Let $\Bbb{N}^\Bbb{N}$ be the set of all functions $(x_n\mid n\in\Bbb{N})$ from $\Bbb{N}$ into itself (I identify sequences with their images, as usual). I know this is a metrizable space with compatible metric defined as follows: $d(x,y)=2^{-n-1}$ where $n=\mathrm{inf}\{m\in\Bbb{N}\mid x_m\ne y_m\}$ (clearly $d(x,x)=0$ for every $x\in\Bbb{N}^\Bbb{N}$).
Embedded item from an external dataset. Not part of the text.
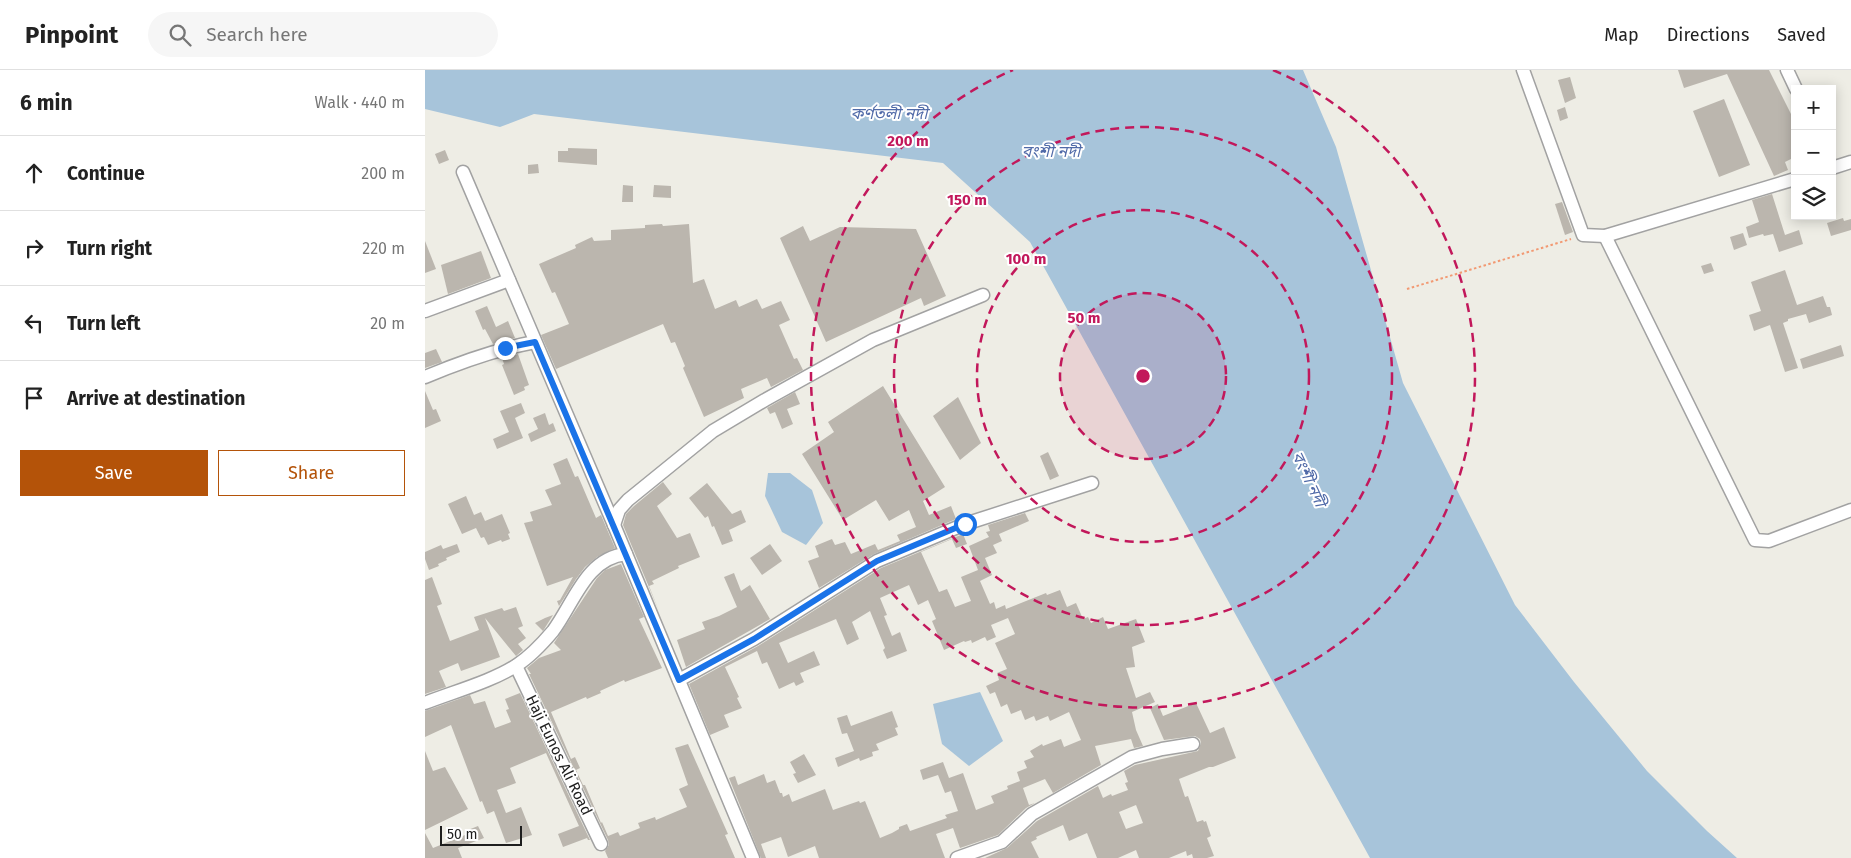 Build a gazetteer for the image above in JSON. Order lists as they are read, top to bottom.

Denote by $S(\Bbb{N})$ the group of permutations on $\Bbb{N}$.
In "Classical Descriptive Set Theory" by Kechris, the author states (Birkhoff-Kakutani Theorem (9.1), pp. $58$) that
If $G$ is metrazable, $G$ admits a compatible metric $d$ which is left-invariant: $d(zx,zy)=d(x,y)$.
Here is my question: is the metric $d(x,y)=2^{-n-1}$ defined above left-invariant on $S(\Bbb{N})$?
My attempt: the case $x=y$ is trivial; if $x\ne y$, then I want to prove that $$x_m\ne y_m \iff (zx)_m\ne (zy)_m.$$ This is equivalent to saying that $x_m=y_m \iff (zx)_m=(zy)_m$.
As $(zx)_m=z_{x_m}$, it sufficies to show that $$x_m=y_m \iff z_{x_m}=z_{y_m}.$$ Then $(\implies)$ is clear and the converse follows by the fact that $x,y,z$ are bijections. Am I right?
Thank you to @user647486 for helpful comments.